Prince Player(110)
I still speak with my mother maybe once a month. I paid off their house, despite my father asking me not to, and bought them a new car. But that’s the extent of it. I’d give them more, take care of them for life only because they’re my parents, but my father made it clear that he doesn’t want my help.
Too proud or too stupid, I don’t know, and I don’t care. I’m moving on past all of this.
But I understand what Aria is going through. I used to dream of my father and the beatings he’d give me, all for my own good, all because he wanted me to toughen up. Of course, he was beating on a fourteen-year-old boy, but that didn’t matter to him. I was a sissy because I was good with computers and I was smart, and no son of his was going to be a sissy.
As soon as I turned sixteen and hit a growth spurt, the beatings stopped. Mostly because I got big enough to fight back and defend myself. He didn’t want to risk getting hurt. But the emotional abuse never stopped, not until the day I left that house and never looked back.

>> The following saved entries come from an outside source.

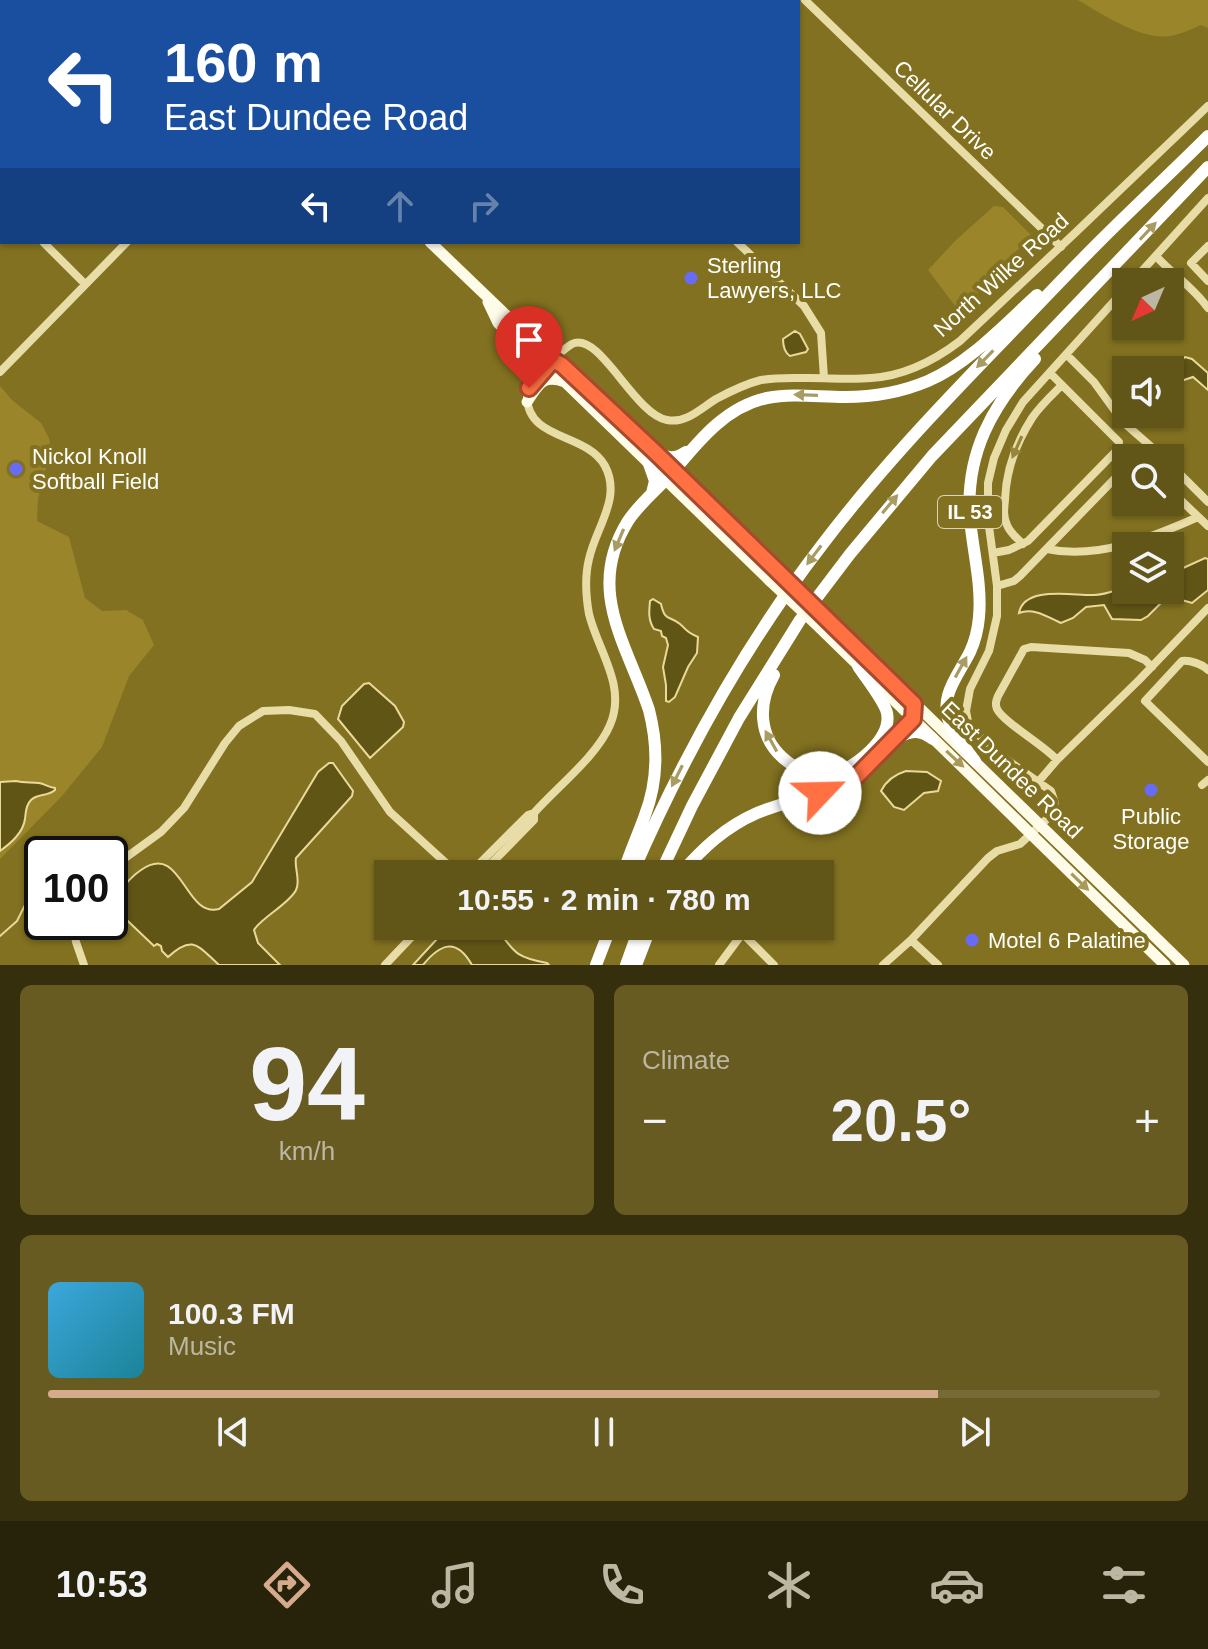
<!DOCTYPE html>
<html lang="en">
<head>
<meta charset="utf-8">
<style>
  body { margin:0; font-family:Helvetica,sans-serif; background:#685b21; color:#f1f3f6; height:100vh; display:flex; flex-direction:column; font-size:30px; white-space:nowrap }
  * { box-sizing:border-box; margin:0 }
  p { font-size:26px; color:#bbb7a2 }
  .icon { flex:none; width:44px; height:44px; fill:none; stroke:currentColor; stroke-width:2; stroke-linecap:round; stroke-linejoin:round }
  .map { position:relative; height:965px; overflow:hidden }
  .side { display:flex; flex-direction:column; gap:20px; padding:20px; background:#362f0d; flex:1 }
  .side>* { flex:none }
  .hud { position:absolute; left:0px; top:0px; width:800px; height:244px; box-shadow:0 2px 6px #0004; background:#1a4fa0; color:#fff; overflow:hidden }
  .needle { width:52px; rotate:224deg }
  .controls { position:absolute; left:1112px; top:268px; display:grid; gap:16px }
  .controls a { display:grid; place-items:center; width:72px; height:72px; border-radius:0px; background:#625518; box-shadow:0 2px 6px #0004; font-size:40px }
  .speed { position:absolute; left:24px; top:836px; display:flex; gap:16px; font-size:40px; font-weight:700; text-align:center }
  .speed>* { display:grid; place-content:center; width:104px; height:104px; border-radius:50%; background:#625518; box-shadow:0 2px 6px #0004; line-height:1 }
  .speed .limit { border:4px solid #111; border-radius:12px; background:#fff; color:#111 }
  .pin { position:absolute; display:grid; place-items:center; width:68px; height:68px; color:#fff; margin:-82px -34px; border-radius:50% 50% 50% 0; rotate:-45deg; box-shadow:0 0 8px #0007 }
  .pin .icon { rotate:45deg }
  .me { position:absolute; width:88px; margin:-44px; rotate:66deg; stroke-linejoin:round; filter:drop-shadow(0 0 6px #0008) }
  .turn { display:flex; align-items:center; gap:28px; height:168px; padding:0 32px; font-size:36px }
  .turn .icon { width:104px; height:104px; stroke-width:2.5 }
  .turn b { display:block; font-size:56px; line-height:68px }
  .lanes { display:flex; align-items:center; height:76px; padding:0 32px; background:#0003; justify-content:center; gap:40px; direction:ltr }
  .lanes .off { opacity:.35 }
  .big { font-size:60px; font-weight:800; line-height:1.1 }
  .side .card { flex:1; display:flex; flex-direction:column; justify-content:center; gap:12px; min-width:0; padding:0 28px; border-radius:12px; background:#685b21 }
  .side .dial { align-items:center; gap:0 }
  .dial b { font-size:104px; line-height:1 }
  .song { display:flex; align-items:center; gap:24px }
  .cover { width:96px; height:96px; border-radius:12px; background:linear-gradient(135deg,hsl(200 70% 55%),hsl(190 70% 35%)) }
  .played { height:8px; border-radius:4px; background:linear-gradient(90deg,#d6ab8b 80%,#766b37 80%) }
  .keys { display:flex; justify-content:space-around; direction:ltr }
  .heat { display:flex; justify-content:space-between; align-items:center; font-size:44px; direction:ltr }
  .side .tiles { flex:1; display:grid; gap:20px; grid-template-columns:1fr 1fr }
  .card:last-child { grid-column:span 2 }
  .trip { position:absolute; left:374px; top:860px; width:460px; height:80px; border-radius:0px; background:#625518; box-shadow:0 2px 6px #0004; font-weight:800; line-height:80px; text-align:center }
  .menu { display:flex; height:128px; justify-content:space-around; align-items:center; background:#27220a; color:#bbb7a2 }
  .menu .icon { width:56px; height:56px }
  .menu .selected { color:#d6ab8b }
  .menu b { font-size:36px; color:#f1f3f6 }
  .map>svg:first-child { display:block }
</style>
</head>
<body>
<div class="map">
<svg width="1208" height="965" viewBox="0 0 1208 965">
  <rect width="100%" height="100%" fill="#827120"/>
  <path fill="#9a852a" d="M1078 0H1208V28L1201 25C1192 29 1181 34 1171 36 1142 41 1102 14 1078 0Z
    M994 206 1003 207 1031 235 1032 239 1015 252 1007 266 959 311 928 270 955 241Z
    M0 386 12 400 41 423 49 438 51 449 38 499 37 521 69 537 85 598 102 611 126 610 143 620 154 645 129 676 102 747 62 796 0 859Z"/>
  <path fill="#615516" stroke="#eada9a" stroke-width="2" d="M795 331 800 334 808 349 806 352 790 356C784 352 783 346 783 339Z
    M1185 357 1192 359 1208 373V390L1193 377 1175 383 1170 378V371Z
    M1205 558 1208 559V590L1192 603 1175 598 1162 602 1148 616 1141 620 1112 619 1104 605 1086 607 1073 618 1061 623C1048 617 1033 607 1019 613 1024 585 1074 596 1094 595 1105 595 1116 590 1126 587V590H1170V574Z
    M653 599 661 604C665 622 669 615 680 624 688 631 686 632 698 637L697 653 688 667 675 697 669 702 666 701V685L663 667 668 645 666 638 662 636 661 631 654 629C648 620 649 611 650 601Z
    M369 683 395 706 404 722 403 727 370 758 338 719 342 706 364 684Z
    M329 763H333L353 791 352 796 296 858C294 868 301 881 296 890 289 904 261 918 254 930L258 943 280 965H219C198 946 193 934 168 957L162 951 161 946 157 944 154 946 110 904V890L120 893C125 884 132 876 141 870 182 841 184 918 219 909L252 882 318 772Z
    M906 771 927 772 941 781 938 791 924 793 904 810 894 807 881 791C886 781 896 774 906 771Z
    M16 781C24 783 31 782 39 783 45 784 48 787 55 788V790C47 797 38 793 31 800 25 806 26 813 25 819 23 833 11 843 0 851V782Z
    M449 926H495C514 951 513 957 547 963L549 965H472C456 937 440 944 423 965H413Z"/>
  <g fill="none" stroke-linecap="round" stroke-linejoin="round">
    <path stroke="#eada9a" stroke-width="2" d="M0 936 17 921 25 905 42 891"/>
    <path stroke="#e8dca7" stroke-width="8" d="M484 0 486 2
      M805 0 1061 247
      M471 2 473 0
      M0 204 2 206
      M43 242 85 284
      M737 242 804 306 821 333 824 378
      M1208 246 1191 263 1208 281
      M1156 256C1173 275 1193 287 1208 308
      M1132 282 1208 198
      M1067 355 1094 382 1123 422 1164 458
      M0 372 127 242
      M537 378C547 367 558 352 572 344 599 330 634 414 667 420 686 424 701 408 716 399 731 391 745 384 761 380 777 377 794 378 810 378 830 378 851 380 871 378 904 376 935 360 960 341L1075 233 1208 106
      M1170 464 1208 502
      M1170 490 1208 526
      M1023 544C1017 538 1010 533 1007 525 1003 517 1004 509 1005 500 1006 470 1016 443 1032 418 1040 406 1052 395 1062 385
      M1047 549C1097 560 1153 537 1198 517
      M993 553 1009 550 1028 541 1118 449 1119 442 1050 373
      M997 586 1014 581 1020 576 1126 467
      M1208 670C1202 664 1190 660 1182 661L1145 701 1208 762
      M1057 760C1044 745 1004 723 997 709 995 704 996 701 998 696L1024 649 1031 647 1129 653 1145 660 1152 667
      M1039 781 1057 760 1139 680 1208 608
      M1202 785 1208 780
      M110 869 161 832 184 808 225 743 239 726 263 711 289 710 315 714 341 741 390 812 458 874
      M471 874V872L528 815 534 813C557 787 597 756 610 725 627 686 598 651 589 614 586 597 585 575 589 559 596 527 622 498 605 466 586 432 528 441 527 397
      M481 874 534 820V813
      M73 922 76 942 84 965
      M735 926 774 965
      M911 940 938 965
      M385 965 422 926
      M719 965 742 934
      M883 965 911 940 988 858 997 851 1020 844 1048 818 1055 803 1051 791 1010 762 983 740 968 722 966 711 970 689 989 651 997 616V586L988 519V483L994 458 1006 430 1023 402 1126 288"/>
    <path stroke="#fefbe9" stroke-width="11" d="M180 0 182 2
      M430 242 553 360 562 365 655 452 775 569
      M488 302 498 323 534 358 537 370 531 385
      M553 360 556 371 565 382 770 581
      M527 402C539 384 543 374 565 382
      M828 619 1184 965
      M820 628 1165 965"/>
    <path stroke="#fff" stroke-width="12" d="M655 452C668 458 674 460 686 452
      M648 461 655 481 652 493
      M774 675C758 703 758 736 783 758 793 767 804 772 816 773 824 774 833 774 841 771 852 766 862 759 871 750 881 740 890 728 887 713 885 702 865 677 858 666
      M899 737C913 730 920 730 933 739
      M975 761C967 750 957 738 951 726 937 698 958 676 970 652 975 641 978 629 979 617 982 584 973 552 970 519 965 454 992 405 1035 359
      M623 874C629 854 638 835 645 815 658 781 658 745 649 710 627 644 585 590 628 521 641 501 662 486 677 467 701 438 728 406 767 398 793 393 818 397 845 397 873 397 902 392 928 381 968 364 1005 324 1037 295
      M632 874C683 757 744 646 822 545 878 471 942 404 1007 337 1038 305 1068 273 1099 242 1135 206 1172 172 1208 136
      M660 874 692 806 739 718 800 620 850 554 932 456 1208 167
      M680 874C703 848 725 827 757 813 793 798 834 794 865 769L913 719 914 704
      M596 965 611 926
      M626 965 640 926
      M636 965 651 926"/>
    <path stroke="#fefbe9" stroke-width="11" d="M775 569 828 619
      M770 581 820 628"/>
  </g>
  <defs><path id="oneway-solid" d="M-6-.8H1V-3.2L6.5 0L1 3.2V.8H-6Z" transform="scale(2)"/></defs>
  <g fill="#a89c63">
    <use href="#oneway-solid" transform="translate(1148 231) rotate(-47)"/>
    <use href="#oneway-solid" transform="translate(985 359) rotate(134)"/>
    <use href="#oneway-solid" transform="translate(806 395) rotate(-178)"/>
    <use href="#oneway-solid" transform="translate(890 504) rotate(-50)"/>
    <use href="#oneway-solid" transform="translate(619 540) rotate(113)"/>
    <use href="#oneway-solid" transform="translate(814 555) rotate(127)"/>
    <use href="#oneway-solid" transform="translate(961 667) rotate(-61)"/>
    <use href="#oneway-solid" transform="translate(771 741) rotate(-119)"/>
    <use href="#oneway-solid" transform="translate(677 776) rotate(117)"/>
  </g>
  <use fill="#96863b" href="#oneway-solid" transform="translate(1017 447) rotate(114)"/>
  <g fill="#a79a5c">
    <use href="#oneway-solid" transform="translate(955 759) rotate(43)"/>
    <use href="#oneway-solid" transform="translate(1080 882) rotate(44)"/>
  </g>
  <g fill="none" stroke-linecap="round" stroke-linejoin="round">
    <g stroke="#a6492c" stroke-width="20">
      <path id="route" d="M529 388 553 360 562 365 655 452 914 704 913 719 856 777 845 784 820 793"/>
    </g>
    <use href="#route" stroke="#ff7043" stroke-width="14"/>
  </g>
  <g fill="#676bf5" stroke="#827120" stroke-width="3">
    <circle cx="691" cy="278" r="8"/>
    <circle cx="16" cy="469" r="8"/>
    <circle cx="1151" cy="790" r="8"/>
    <circle cx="972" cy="940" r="8"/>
  </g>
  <g text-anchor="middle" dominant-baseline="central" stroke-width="8" stroke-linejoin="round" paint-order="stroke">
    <rect fill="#827120" stroke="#dad4bc" stroke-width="2" x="938" y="496" width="64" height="32" rx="6"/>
    <g font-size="20" font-weight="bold" fill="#fff">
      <text x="970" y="512">IL 53</text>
    </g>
    <g font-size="22" fill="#fff" stroke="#827120">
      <text transform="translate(945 110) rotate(44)">Cellular Drive</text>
      <text transform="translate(1001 275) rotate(-42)">North Wilke Road</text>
      <text transform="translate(1012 770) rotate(44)">East Dundee Road</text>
    </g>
    <g font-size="22" fill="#fff" stroke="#827120" text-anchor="start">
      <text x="707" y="265">Sterling<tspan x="707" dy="25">Lawyers, LLC</tspan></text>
      <text x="32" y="456">Nickol Knoll<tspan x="32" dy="25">Softball Field</tspan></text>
      <text x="1151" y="816" text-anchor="middle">Public<tspan x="1151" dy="25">Storage</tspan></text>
      <text x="988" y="940">Motel 6 Palatine</text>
    </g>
  </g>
</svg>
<div class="controls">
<a><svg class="needle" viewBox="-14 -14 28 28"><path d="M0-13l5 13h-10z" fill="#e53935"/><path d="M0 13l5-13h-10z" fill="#bbb7a2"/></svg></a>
<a><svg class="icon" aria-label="sound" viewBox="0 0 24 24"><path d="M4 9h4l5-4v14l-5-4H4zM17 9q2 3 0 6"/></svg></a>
<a><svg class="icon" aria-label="search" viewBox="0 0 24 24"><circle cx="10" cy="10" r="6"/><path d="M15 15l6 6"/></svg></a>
<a><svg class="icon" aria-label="layers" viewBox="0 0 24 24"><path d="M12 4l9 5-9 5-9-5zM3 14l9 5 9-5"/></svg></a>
</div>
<div class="speed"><div class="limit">100</div></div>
<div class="pin" style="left:529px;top:388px;background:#d93025"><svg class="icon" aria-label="arrive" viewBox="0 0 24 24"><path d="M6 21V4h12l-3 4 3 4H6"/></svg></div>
<svg class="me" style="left:820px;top:793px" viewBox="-20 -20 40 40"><circle r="19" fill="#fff"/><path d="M0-13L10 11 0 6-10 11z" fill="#ff7043"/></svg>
<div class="trip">10:55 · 2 min · 780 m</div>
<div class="hud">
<div class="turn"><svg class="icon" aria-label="left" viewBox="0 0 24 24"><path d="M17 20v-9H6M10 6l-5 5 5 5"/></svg><div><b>160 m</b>East Dundee Road</div></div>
<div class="lanes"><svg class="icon" aria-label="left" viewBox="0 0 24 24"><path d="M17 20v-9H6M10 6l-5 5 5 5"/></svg><svg class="icon off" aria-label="ahead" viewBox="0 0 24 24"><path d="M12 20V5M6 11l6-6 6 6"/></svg><svg class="icon off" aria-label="right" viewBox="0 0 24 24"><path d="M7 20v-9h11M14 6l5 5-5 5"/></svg></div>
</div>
</div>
<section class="side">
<div class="tiles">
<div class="card dial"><b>94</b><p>km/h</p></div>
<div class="card"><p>Climate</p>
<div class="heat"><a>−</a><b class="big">20.5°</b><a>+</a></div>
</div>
<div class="card">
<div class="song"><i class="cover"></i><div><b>100.3 FM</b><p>Music</p></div></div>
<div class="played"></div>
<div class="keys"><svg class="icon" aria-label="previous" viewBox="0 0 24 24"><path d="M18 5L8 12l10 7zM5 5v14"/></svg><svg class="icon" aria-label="pause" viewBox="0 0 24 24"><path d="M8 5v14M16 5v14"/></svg><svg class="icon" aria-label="next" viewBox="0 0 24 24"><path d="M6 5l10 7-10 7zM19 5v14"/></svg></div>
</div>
</div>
</section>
<nav class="menu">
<b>10:53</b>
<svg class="icon selected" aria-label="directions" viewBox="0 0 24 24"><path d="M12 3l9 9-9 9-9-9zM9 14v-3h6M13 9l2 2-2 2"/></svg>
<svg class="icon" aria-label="music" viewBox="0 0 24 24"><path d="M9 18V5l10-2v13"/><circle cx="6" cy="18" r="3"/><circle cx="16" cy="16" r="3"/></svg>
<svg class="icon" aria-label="phone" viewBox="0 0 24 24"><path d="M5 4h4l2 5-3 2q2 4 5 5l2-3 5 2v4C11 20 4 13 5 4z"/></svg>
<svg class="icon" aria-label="climate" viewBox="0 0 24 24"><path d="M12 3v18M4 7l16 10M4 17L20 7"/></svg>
<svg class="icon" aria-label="car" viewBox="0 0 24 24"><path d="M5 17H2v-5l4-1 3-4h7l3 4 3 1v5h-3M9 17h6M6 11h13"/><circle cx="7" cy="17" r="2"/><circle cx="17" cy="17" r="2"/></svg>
<svg class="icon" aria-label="filters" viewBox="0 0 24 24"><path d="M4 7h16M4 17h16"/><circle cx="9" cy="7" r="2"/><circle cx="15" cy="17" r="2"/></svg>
</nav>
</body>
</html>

I’m not a weak man. I don’t let that shit define me or hold me back. I’m not some fucking victim. But I can’t pretend like it didn’t happen. I was just a kid and I didn’t know any better. I shouldn’t be ashamed of it.
And I’m not, not exactly at least. I mostly just don’t want people defining me by my past. Everything I’ve accomplished since then is so much more important to me, and I don’t want to become the abused kid that made it big.
Maybe it was dangerous to tell Aria that story. She could easily turn around and sell it to some tabloid. The Syndicate would probably have something to say about that, but that wouldn’t really stop her, not if she was really determined. She could make a nice chunk of money and disappear.
But I know she wouldn’t do that. What she told me last night was real, very real. She couldn’t fake the screaming or the emotion that I saw plainly on her face. She understands what I went through, just like I understand what she went through, and I know she’d never betray my trust. Just like I’d never betray hers.
The unspoken bond between us sends strange shivers down my spine. I never imagined feeling... whatever this is. It’s an attachment, that’s for sure, a very powerful bond that I don’t entirely understand yet. There’s so much between us already, and we have so much in common, that I can barely believe it.
My secretary buzzes my phone suddenly, snapping me out of my haze. I hit a button. “Yes?” I ask, getting myself back into the moment.
“Richard Taylor on line two,” she says.
I pause. “Thanks,” I say, before picking up the phone and hitting a button. “Richard,” I say. “Hello.”
“How are you doing, Ethan?”
I pause, wondering how to proceed. Do I pretend like the blackmail never happened?
“I’m fine,” I say.
“Have you thought about our last conversation?”
There it is. I was waiting for that. I wonder how direct he’ll be over the phone.
“I have,” I say.
“And?”
“And it doesn’t seem like I have much of a choice in this situation, does it?”
“No,” he says, and I can hear the joy in his voice. “That’s the point though, of course.”
“Send over your next round of contracts.”
“I will. I’ll be reasonable, Ethan. I’ll go easy on you.”
“For both our sakes, Richard. Remember, you need this deal as much as I do.”
“That’s true,” he says, laughing. “That’s very true. Well, I’m glad you came to your senses. We’re both going to be rich and happy men soon.”
“I suspect you’ll be richer and happier,” I say.
“Of course. That’s the game, isn’t it?” He laughs and then hangs up the phone.
I stare at my receiver before hanging it back up. I feel fucking sick to my stomach all of a sudden, and although I have more work to do, I know I’m done for the day. It’s around five anyway, and there’s no shame in leaving at a normal time for once. I’ll go home, check on Aria, eat something, and then work from my home office for a few more hours.
With that plan in mind, I stand up and head out, trying to shake the sinking feeling I have in my stomach. Richard Taylor has me over a fucking barrel, and he’s going to take advantage of this. People are going to wonder why I took this fucking deal when inevitably I do, and it’s going to look very bad. This is a losing situation for me, and I have to find some way out of it.
The car gets me home quickly and I’m optimistic as I climb out and head up the stoop. I’ve been ignoring this Richard thing, or at least I’ve been trying to. I’ve been using Aria to help distract me from the fucked up shit that’s happening all around me, and she’s been doing a damn good job.